Iraqi parliament holds first reading for general amnesty, personal status bills
ERBIL, Kurdistan Region - The Iraqi parliament completed the first reading of a bill calling for amending the definition of affiliation to terrorism in the General Amnesty Law, as well as the highly-controversial amendment to the Personal Status Law, which effectively would legalize child marriage.
The proposed amendment to the 2016 General Amnesty Law was a primary demand by Sunni blocs, when they agreed to join the ruling State Administration Coalition with the Shiite Coordination Framework and Kurdish blocs to form the current Iraqi cabinet.
The Sunnis argue thousands from their community have been unjustly imprisoned in Shiite-dominiated Iraq since 2003 due to alleged links to terrorist groups.
Article 4, Section 2 of the law excludes perpetrators of “terrorist crimes that resulted in murder or permanent disability, the crime of sabotaging state institutions, the crime of fighting the Iraqi armed forces, and every terrorist crime that they contributed to committing by aiding, inciting, or agreeing.”

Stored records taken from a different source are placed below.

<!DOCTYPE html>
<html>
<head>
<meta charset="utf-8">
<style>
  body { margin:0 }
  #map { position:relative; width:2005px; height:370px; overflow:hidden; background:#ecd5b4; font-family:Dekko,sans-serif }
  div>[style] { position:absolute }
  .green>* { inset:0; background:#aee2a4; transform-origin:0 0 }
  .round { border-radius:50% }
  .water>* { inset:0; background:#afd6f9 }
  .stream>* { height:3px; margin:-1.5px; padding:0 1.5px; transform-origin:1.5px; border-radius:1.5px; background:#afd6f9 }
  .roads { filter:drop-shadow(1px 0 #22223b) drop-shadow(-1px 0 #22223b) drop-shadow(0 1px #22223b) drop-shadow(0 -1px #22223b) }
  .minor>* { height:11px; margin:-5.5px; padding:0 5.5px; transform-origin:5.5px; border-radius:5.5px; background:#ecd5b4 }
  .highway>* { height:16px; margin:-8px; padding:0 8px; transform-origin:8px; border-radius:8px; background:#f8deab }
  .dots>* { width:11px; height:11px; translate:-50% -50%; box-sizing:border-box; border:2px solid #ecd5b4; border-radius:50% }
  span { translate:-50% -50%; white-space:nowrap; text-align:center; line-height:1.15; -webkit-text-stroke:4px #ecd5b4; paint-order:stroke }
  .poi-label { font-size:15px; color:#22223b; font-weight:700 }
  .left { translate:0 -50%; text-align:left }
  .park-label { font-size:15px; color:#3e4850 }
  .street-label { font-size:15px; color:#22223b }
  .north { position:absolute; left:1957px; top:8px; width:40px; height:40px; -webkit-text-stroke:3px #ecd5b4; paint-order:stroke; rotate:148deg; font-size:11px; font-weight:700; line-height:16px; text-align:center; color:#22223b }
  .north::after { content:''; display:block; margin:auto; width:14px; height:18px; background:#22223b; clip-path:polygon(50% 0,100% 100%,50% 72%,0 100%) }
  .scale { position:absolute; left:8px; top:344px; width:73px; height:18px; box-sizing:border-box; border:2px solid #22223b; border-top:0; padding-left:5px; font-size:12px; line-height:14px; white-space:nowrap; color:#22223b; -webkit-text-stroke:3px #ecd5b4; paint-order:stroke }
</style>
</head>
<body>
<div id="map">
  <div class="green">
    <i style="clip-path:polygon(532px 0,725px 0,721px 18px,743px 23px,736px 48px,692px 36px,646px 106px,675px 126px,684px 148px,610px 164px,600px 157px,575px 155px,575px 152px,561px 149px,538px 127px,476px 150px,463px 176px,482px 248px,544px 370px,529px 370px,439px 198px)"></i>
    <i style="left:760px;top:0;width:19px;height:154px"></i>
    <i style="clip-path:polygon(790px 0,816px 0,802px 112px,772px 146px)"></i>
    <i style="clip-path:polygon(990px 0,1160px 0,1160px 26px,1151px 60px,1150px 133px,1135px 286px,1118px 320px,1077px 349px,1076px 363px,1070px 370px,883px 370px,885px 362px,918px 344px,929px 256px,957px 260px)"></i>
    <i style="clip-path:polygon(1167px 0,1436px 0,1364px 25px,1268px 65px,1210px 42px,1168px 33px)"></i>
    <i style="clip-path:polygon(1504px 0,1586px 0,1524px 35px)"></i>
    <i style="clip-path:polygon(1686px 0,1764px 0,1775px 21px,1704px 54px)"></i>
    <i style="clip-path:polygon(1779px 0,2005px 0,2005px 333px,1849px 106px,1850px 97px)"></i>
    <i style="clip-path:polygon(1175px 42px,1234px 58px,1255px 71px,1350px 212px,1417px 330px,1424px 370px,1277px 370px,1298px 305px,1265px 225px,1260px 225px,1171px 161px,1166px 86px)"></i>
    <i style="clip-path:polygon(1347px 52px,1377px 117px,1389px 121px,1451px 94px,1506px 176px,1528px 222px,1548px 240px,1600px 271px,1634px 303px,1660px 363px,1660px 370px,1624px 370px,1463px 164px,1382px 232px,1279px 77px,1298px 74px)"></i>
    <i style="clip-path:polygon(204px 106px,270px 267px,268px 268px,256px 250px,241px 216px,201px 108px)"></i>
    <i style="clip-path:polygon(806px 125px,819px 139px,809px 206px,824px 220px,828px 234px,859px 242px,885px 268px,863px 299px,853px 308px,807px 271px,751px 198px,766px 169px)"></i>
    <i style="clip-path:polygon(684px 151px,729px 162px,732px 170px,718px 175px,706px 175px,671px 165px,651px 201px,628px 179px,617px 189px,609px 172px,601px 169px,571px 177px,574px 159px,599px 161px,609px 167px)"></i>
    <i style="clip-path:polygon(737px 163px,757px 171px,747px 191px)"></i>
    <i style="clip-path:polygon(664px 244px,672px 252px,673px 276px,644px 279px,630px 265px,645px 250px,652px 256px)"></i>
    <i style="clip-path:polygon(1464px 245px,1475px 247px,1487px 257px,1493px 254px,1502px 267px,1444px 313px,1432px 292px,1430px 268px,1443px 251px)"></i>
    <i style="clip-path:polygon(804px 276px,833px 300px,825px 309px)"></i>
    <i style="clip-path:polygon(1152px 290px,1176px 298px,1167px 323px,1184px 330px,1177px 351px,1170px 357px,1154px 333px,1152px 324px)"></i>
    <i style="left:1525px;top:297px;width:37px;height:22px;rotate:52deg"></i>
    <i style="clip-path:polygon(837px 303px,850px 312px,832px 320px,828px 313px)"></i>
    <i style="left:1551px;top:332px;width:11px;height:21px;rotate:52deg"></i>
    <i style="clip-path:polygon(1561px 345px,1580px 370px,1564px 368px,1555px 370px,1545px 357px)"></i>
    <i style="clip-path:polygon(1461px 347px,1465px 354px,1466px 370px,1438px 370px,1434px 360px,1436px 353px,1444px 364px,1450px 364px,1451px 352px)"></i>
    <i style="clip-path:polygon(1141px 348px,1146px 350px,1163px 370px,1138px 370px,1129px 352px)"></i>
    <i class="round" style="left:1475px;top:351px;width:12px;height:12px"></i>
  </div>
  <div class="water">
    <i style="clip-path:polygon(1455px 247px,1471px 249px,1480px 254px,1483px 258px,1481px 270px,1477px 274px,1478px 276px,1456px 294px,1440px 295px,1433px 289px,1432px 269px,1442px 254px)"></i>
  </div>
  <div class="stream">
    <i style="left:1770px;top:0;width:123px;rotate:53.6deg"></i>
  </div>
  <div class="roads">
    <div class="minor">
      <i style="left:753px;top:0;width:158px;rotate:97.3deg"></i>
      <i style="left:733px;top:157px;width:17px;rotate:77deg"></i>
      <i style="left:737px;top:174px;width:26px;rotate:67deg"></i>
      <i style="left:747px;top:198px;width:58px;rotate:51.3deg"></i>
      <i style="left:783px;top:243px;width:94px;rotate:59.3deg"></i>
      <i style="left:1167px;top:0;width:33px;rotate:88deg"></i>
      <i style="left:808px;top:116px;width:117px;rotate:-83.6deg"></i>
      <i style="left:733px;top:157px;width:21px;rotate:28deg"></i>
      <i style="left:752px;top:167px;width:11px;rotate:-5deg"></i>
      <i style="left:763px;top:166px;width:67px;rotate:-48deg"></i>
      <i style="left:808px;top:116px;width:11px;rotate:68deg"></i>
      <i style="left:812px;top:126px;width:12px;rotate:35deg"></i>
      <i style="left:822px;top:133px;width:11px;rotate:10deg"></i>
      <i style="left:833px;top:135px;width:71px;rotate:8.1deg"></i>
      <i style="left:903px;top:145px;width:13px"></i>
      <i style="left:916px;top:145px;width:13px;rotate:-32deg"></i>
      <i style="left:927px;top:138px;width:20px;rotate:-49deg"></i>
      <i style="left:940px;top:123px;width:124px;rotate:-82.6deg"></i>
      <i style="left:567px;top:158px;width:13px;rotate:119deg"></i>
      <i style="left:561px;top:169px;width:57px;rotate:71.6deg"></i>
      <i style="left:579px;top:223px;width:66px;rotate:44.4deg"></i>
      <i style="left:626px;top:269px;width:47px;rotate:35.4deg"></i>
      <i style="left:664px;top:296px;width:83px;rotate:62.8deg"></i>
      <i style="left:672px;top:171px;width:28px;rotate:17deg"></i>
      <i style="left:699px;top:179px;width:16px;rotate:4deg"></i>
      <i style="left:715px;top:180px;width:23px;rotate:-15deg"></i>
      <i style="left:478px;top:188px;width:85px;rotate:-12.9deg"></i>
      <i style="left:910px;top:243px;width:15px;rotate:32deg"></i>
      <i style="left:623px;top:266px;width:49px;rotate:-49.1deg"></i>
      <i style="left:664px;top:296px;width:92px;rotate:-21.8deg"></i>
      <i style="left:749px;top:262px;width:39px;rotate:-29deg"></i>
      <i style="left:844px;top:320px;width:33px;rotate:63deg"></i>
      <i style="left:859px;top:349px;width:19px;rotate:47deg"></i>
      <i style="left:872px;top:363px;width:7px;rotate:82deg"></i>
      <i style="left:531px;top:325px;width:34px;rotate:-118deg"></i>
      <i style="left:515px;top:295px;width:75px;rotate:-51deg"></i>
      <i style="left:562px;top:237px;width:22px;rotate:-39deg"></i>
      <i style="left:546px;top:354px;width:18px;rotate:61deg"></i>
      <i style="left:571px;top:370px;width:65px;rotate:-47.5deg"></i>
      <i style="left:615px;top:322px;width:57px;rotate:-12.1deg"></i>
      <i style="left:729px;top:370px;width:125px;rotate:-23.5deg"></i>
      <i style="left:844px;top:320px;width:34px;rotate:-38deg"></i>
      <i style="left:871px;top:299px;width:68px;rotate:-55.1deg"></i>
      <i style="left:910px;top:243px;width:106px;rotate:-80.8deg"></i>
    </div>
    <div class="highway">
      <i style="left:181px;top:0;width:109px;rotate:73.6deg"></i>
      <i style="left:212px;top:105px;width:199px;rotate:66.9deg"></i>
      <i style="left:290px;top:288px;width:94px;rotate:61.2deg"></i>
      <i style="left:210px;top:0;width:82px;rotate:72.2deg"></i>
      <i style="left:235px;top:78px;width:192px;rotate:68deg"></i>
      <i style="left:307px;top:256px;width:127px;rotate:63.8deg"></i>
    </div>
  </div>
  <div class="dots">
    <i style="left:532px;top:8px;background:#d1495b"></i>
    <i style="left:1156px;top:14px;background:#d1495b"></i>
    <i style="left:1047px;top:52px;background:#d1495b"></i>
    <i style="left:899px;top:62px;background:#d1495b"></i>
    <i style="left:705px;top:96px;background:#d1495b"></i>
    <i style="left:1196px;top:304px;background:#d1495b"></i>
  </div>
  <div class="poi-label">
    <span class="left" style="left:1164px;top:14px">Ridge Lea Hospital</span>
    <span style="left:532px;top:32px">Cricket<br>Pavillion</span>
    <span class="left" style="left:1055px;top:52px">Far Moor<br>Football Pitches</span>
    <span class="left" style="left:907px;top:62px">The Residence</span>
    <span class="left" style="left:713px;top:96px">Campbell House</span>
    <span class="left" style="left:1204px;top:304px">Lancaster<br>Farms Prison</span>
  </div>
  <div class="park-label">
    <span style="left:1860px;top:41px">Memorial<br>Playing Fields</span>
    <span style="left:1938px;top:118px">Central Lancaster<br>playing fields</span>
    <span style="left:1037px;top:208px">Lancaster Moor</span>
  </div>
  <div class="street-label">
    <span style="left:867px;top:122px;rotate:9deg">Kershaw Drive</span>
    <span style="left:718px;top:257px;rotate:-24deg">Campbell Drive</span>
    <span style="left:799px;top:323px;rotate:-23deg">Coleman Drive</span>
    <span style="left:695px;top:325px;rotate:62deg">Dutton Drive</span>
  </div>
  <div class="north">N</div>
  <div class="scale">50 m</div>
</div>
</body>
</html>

The proposed amendment on the parliament’s agenda suggests adding a definition to being affiliated with a terrorist group as “anyone who worked in terrorist organizations, recruited members for them, committed criminal acts, helped in any way to carry out a terrorist act, or whose name was found in the records of terrorist organization.”
The bill was proposed by the Iraqi parliament’s legal, security and defense, and human rights committees.

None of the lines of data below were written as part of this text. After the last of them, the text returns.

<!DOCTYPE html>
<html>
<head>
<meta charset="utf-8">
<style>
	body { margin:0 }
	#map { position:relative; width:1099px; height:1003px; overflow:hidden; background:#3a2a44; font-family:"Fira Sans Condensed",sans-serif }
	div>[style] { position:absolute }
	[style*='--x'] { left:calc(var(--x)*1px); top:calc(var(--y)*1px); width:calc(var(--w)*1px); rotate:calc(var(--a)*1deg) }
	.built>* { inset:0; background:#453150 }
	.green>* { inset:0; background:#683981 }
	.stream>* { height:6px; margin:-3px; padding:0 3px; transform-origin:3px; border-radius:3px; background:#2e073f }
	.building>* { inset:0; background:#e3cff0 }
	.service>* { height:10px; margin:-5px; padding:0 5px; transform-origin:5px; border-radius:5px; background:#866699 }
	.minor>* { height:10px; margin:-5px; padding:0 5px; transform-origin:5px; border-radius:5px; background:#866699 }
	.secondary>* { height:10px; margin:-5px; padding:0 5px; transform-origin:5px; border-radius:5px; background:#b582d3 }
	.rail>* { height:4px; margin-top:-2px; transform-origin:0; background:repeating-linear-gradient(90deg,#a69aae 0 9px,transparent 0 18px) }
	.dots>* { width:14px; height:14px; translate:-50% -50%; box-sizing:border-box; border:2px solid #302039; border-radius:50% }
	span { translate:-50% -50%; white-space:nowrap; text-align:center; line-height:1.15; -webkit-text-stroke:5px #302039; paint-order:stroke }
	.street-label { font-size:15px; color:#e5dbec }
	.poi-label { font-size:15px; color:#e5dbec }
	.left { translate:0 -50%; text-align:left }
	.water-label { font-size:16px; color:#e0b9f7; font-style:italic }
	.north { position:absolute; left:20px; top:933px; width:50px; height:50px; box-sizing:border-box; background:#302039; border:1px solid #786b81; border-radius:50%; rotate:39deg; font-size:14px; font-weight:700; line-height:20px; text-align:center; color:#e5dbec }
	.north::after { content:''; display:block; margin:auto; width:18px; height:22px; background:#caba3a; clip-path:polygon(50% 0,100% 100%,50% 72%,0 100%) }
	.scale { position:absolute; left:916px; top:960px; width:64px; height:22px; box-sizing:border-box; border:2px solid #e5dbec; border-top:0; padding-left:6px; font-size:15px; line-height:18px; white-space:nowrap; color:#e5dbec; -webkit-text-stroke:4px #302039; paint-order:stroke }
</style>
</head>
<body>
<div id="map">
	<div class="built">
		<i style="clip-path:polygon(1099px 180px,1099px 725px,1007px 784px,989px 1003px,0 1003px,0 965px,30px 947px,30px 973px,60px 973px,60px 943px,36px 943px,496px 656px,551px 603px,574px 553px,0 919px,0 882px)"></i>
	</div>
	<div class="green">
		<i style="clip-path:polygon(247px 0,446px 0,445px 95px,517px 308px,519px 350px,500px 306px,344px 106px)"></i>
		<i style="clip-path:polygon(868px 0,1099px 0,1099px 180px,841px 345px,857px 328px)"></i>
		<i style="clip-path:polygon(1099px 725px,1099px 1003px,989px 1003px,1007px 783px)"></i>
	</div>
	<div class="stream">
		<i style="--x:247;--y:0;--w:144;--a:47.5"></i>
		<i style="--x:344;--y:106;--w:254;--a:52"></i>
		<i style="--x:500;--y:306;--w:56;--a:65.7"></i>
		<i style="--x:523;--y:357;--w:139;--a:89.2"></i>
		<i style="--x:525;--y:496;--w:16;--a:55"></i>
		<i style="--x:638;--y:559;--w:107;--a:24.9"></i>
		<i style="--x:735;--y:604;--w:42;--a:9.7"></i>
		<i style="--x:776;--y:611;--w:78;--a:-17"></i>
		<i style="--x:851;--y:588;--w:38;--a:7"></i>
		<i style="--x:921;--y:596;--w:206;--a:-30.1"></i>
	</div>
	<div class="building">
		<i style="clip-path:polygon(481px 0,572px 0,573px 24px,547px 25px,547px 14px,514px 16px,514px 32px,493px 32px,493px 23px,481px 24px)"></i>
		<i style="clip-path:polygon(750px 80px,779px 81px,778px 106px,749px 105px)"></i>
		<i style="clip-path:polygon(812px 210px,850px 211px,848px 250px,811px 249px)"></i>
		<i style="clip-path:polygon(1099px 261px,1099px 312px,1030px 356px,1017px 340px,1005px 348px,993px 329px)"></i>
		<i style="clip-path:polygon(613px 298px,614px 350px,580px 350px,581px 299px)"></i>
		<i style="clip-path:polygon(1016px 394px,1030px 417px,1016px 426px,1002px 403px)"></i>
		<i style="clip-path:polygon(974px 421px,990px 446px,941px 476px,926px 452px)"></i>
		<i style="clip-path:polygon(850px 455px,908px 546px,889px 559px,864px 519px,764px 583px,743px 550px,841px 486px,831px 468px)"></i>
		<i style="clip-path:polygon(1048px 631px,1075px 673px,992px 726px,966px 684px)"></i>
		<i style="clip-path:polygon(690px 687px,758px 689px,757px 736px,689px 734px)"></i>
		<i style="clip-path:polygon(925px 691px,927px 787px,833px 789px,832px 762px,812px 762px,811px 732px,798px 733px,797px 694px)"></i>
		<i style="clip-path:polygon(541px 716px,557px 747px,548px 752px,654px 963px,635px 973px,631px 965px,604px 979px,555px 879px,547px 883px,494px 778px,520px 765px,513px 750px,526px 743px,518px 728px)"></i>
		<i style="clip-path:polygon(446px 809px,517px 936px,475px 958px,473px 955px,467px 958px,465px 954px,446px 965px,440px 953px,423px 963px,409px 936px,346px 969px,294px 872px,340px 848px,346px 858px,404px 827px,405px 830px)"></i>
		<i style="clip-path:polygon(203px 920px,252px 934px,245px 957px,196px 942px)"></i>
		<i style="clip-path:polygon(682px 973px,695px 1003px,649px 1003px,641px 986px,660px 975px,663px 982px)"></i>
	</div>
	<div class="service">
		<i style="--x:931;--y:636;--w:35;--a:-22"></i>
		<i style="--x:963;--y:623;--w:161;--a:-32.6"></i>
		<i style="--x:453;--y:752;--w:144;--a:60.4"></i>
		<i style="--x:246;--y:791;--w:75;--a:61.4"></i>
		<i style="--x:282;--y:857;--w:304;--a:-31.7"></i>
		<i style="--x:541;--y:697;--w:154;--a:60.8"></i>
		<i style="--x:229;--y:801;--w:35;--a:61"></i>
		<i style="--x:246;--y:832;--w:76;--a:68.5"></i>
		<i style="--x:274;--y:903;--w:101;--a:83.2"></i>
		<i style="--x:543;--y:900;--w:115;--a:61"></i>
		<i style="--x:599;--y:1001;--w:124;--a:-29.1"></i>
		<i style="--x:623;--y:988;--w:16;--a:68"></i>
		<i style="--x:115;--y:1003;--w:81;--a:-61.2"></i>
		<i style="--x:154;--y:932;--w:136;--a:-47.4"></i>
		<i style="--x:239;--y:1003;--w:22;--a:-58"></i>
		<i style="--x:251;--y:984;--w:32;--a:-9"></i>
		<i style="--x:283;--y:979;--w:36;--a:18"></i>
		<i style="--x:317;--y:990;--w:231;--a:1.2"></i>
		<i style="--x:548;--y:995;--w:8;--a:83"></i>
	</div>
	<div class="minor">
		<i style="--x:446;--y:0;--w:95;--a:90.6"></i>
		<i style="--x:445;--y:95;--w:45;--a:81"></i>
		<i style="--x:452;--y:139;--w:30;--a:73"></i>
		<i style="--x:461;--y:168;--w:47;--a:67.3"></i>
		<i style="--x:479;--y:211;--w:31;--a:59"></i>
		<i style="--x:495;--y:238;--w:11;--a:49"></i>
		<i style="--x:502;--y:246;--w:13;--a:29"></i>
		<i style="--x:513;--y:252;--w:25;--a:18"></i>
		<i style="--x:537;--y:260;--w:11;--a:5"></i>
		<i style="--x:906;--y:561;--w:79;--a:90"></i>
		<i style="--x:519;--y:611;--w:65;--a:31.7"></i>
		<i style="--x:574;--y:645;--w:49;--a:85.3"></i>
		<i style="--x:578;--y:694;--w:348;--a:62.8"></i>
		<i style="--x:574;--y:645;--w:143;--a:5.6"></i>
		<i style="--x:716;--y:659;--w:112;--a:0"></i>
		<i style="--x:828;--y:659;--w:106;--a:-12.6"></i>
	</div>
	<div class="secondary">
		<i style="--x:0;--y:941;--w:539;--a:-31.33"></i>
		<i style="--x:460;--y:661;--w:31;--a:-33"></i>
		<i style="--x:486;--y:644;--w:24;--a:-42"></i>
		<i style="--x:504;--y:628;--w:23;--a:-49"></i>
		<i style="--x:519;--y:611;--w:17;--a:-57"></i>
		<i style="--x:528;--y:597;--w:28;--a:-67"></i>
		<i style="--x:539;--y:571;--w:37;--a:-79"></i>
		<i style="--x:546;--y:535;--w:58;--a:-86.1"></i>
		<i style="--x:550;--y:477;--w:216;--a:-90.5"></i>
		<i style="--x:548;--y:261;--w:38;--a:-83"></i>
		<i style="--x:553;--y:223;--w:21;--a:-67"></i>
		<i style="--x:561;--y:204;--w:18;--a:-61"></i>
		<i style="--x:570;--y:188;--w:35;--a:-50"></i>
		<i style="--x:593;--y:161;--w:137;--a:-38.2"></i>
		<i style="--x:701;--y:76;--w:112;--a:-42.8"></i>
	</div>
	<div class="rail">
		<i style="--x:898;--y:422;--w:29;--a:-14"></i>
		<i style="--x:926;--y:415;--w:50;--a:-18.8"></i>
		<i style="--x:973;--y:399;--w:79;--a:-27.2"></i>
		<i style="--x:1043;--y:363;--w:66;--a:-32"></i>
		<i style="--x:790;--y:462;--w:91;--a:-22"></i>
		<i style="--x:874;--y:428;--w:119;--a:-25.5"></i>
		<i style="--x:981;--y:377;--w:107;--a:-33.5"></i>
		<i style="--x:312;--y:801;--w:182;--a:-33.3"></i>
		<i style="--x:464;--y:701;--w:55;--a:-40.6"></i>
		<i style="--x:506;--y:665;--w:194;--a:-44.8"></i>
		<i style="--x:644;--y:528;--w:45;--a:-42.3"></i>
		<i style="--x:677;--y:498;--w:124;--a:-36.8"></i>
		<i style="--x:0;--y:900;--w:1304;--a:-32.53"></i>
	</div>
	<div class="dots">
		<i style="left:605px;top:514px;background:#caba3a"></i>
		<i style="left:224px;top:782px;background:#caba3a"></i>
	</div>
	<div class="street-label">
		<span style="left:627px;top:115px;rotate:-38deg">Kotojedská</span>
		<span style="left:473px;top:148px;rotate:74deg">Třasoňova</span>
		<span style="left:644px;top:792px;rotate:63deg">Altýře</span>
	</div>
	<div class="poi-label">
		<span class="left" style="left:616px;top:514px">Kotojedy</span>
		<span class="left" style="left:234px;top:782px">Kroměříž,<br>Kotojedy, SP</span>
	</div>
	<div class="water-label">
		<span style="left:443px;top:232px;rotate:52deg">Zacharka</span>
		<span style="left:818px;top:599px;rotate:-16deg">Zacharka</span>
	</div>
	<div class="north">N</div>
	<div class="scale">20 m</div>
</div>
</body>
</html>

The legislature also carried out the first reading of a bill to amend the 1959 Personal Status Law, which would allow Iraqis to choose either the Shiite or Sunni sect’s rules at the time of marriage to govern all personal status-related matters in wedlock.
The proposed bill specifies following the provisions of the Jaafari school of jurisprudence for the Shiite sect, which permits marriage for girls as young as nine and boys at fifteen.
The bill has sparked criticism from human and women rights' activists, with large demonstrations held in protest in the Iraqi capital of Baghdad.
The first readings for both bills were initially set for the July 24 parliamentary session, but were postponed due to disagreements between the lawmakers.
Srwa Mohammed, a Kurdish MP, told Rudaw’s Hastyar Qadir that the Shiite blocs agreed to adding the reading of general amnesty bill to Sunday’s agenda in return for the Sunnis approving to add the reading of the personal status bill.
The proposed amendment to the General Amnesty Law comes amid an alarming increase in the rate of executions at Iraqi prisons. Rights watchdog Amnesty International repeatedly has slammed Iraqi authorities this year over multiple executions of more than ten prisoners in one day.
More than 8,000 prisoners are purportedly on death row in Iraq, with at least 150 at the imminent risk of execution, according to Amnesty.